→ TASK REQUIREMENTS: Your answer should consist of every line in the records that holds "rotate".

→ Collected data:
▬▬▬▬▬▬
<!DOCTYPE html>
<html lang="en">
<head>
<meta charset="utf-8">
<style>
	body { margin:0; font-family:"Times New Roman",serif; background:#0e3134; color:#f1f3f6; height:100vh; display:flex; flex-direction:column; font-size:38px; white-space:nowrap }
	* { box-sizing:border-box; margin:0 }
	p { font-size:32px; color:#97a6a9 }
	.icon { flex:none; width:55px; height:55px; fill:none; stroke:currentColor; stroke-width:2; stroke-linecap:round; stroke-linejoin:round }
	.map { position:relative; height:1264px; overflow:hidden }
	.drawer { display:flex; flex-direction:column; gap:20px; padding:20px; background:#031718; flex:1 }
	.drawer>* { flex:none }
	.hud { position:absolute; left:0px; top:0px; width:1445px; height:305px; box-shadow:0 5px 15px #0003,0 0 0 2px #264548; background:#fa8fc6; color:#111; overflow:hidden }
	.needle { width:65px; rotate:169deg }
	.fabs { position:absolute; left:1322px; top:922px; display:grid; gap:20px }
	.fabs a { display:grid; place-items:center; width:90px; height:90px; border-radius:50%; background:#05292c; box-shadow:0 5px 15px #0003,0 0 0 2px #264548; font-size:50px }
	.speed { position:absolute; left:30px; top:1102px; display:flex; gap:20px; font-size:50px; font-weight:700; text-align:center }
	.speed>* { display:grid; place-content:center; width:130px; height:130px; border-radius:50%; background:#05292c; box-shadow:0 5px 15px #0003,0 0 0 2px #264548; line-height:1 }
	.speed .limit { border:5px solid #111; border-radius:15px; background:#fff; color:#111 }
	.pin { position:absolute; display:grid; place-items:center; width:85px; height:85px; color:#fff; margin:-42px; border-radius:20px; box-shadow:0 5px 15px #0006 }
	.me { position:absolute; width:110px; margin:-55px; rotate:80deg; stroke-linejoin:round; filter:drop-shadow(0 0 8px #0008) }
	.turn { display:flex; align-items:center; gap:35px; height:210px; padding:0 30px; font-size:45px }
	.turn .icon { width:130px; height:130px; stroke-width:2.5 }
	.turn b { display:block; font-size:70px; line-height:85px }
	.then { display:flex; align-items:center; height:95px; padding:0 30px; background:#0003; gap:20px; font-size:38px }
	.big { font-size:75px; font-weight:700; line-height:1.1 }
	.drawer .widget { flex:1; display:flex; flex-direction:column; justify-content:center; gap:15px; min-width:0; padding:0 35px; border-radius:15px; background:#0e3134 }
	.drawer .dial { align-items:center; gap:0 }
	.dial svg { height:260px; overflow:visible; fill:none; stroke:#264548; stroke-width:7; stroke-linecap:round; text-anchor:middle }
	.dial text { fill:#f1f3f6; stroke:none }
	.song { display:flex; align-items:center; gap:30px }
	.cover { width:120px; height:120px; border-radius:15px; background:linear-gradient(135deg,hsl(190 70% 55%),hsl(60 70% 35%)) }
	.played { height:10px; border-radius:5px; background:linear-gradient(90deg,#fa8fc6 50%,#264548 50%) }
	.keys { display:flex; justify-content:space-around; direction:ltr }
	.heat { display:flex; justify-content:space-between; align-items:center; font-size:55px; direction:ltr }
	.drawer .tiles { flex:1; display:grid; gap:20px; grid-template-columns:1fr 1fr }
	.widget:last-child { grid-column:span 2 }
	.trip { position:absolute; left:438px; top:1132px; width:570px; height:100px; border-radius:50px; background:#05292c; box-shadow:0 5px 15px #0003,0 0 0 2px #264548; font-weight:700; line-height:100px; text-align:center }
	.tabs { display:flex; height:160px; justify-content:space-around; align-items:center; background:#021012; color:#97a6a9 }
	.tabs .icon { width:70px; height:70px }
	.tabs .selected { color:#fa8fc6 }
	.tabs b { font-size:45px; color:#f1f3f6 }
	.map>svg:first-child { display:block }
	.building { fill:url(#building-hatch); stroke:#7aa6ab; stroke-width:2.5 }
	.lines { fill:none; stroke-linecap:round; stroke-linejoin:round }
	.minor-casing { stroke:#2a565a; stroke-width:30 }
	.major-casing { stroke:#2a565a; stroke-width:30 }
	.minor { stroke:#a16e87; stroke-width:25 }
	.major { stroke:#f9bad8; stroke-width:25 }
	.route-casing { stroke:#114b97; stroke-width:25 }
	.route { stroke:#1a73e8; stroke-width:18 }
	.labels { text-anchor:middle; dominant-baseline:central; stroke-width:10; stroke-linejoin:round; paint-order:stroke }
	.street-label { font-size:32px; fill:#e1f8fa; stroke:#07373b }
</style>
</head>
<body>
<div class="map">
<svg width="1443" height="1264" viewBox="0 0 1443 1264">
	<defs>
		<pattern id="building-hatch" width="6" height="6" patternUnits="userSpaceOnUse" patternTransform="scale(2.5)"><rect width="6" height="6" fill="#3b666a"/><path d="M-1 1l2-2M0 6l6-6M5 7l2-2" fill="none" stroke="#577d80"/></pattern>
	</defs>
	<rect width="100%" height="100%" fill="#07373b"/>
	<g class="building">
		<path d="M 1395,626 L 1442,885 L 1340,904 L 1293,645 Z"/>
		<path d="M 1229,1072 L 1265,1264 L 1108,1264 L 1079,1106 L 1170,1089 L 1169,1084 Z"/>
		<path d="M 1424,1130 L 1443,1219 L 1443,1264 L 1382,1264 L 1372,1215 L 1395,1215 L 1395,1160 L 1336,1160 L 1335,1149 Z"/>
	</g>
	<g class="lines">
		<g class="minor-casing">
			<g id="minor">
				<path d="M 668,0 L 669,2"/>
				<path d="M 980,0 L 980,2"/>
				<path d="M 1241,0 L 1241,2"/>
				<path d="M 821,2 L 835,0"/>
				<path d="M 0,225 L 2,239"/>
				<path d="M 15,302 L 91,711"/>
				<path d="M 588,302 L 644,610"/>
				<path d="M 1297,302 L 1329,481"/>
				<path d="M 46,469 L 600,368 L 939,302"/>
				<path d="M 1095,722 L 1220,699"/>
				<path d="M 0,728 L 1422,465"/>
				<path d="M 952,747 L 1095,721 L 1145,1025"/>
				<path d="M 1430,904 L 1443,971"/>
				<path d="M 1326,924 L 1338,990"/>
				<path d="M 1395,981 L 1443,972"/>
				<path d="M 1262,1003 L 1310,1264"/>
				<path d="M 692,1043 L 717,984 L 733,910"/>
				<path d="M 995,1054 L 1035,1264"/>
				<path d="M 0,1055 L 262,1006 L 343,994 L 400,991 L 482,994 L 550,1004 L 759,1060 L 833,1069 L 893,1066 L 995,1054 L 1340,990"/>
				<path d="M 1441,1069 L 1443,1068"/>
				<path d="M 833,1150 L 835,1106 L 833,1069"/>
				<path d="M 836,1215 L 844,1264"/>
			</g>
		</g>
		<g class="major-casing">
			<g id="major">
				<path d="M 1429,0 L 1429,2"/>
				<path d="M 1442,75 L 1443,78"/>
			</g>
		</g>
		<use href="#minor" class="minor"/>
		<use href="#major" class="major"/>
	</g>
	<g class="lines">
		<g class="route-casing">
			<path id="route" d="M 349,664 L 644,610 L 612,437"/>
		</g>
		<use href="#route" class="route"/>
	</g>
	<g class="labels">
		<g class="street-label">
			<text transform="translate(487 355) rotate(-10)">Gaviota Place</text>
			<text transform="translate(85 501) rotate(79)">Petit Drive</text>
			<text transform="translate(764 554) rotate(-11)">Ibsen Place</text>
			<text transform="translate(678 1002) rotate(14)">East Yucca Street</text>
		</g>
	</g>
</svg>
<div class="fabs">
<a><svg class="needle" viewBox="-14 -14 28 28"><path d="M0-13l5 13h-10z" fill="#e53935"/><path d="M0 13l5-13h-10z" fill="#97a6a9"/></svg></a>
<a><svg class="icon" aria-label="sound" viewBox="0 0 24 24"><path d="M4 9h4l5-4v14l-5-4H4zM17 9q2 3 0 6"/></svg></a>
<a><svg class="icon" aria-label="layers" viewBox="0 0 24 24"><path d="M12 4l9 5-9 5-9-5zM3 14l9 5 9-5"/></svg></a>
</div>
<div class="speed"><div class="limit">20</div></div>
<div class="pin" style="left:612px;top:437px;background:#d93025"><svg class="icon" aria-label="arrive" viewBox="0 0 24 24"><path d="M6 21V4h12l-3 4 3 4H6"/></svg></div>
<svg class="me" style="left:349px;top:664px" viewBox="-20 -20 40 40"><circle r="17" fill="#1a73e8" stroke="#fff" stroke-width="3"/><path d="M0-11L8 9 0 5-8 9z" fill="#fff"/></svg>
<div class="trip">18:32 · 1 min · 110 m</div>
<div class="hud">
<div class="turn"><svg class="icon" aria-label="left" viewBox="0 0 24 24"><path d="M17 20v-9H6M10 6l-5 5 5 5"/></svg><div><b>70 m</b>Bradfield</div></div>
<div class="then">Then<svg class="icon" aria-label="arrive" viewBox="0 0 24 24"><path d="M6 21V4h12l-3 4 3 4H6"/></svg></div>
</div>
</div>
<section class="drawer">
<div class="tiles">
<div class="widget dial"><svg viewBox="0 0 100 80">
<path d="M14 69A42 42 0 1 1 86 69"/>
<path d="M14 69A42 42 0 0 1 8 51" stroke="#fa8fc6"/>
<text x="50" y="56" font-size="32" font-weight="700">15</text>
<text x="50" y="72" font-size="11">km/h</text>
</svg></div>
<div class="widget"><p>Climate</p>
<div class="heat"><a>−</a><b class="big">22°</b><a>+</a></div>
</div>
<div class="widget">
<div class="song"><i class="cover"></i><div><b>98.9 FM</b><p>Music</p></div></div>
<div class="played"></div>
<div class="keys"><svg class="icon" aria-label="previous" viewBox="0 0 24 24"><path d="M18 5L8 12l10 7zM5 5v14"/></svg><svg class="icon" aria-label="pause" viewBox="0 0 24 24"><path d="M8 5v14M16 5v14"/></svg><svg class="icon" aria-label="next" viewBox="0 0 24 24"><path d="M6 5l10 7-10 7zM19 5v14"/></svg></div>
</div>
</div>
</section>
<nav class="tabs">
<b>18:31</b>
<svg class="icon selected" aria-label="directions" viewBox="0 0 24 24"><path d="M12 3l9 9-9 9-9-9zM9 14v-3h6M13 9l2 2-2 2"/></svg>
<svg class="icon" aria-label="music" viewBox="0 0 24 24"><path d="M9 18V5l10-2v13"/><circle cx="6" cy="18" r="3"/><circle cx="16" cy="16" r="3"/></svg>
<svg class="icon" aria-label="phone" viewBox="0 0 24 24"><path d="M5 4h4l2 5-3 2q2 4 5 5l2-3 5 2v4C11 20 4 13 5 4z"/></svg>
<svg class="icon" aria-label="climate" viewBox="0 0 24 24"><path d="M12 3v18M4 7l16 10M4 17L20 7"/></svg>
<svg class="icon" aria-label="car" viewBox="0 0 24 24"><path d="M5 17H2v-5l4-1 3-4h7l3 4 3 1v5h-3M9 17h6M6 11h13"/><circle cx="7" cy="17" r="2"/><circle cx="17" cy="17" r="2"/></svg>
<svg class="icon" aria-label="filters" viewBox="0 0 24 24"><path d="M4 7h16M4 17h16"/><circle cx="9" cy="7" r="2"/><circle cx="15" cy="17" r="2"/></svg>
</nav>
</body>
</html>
▬▬▬▬▬▬
→ RESULT FOR THIS TASK:
	.needle { width:65px; rotate:169deg }
	.me { position:absolute; width:110px; margin:-55px; rotate:80deg; stroke-linejoin:round; filter:drop-shadow(0 0 8px #0008) }
			<text transform="translate(487 355) rotate(-10)">Gaviota Place</text>
			<text transform="translate(85 501) rotate(79)">Petit Drive</text>
			<text transform="translate(764 554) rotate(-11)">Ibsen Place</text>
			<text transform="translate(678 1002) rotate(14)">East Yucca Street</text>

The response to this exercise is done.